Chapter 4 of 4
Derived Data and Stream Processing
Batch processing, stream processing, and how to build reliable data pipelines.
Key Insights
The distinction between 'system of record' and 'derived data' is fundamental to good data architecture.
Batch processing (MapReduce) and stream processing (Kafka, Flink) are complementary approaches to transforming data.
Event sourcing and change data capture turn your database into a stream, enabling powerful derived views.
Notes
Systems of Record vs Derived Data
A system of record (source of truth) holds authoritative data — each fact is represented exactly once. Derived data (caches, indexes, materialized views) is the result of transforming the source data. If you lose derived data, you can recreate it from the source. This distinction simplifies architecture and debugging.

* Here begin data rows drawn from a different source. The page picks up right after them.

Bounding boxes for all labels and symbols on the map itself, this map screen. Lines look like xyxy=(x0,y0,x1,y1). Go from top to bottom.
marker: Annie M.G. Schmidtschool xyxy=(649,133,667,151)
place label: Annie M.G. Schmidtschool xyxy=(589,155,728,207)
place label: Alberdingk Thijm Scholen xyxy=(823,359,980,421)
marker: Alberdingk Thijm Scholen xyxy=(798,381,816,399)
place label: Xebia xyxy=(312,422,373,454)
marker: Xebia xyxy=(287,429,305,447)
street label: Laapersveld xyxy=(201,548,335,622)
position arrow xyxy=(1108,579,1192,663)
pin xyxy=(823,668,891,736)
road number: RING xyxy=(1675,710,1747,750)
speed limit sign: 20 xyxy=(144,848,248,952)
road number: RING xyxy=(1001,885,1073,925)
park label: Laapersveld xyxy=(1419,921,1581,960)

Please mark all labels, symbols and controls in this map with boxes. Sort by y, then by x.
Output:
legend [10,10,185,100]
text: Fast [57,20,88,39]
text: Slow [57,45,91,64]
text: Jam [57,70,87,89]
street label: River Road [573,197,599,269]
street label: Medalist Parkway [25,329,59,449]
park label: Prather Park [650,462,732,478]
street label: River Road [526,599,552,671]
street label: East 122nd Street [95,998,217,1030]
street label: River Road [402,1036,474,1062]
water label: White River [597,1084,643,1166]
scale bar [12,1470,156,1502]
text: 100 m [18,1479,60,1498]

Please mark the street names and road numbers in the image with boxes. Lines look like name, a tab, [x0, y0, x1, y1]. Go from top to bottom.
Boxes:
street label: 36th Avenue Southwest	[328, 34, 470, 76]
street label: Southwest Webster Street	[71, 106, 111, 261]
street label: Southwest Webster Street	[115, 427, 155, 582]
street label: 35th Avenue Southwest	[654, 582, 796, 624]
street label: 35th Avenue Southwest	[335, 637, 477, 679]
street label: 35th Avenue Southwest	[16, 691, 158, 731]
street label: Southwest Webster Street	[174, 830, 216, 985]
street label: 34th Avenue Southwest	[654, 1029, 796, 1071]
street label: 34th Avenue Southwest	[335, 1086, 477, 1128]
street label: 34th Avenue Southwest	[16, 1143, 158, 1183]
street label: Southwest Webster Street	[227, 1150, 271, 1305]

MapReduce and Batch Processing
MapReduce processes large datasets by: (1) Map — extract key-value pairs from input. (2) Sort — group by key. (3) Reduce — aggregate values per key. The key insight: by reading input and writing output (no side effects), jobs are retryable and composable. Hadoop popularized this; Spark improved on it with in-memory processing.
Stream Processing with Event Logs
An event log (like Kafka) is an append-only, ordered sequence of events. Producers write events; consumers read them. Unlike message queues, consumers can re-read events. This enables: decoupled microservices, event sourcing, change data capture, and real-time analytics.
Change Data Capture (CDC)
CDC captures every change made to a database and streams it as events. This lets you: keep caches in sync, update search indexes in real-time, replicate data to a data warehouse, and trigger downstream processing. Tools: Debezium, Maxwell, Kafka Connect. It turns your database's write-ahead log into a stream.
Quotes
“In a sense, batch processing is a special case of stream processing — a stream with a finite, known input.”
— Page 451
“The derived data approach — transforming data from one form to another — is so broadly applicable that it pops up in many different areas of computing.”
— Page 499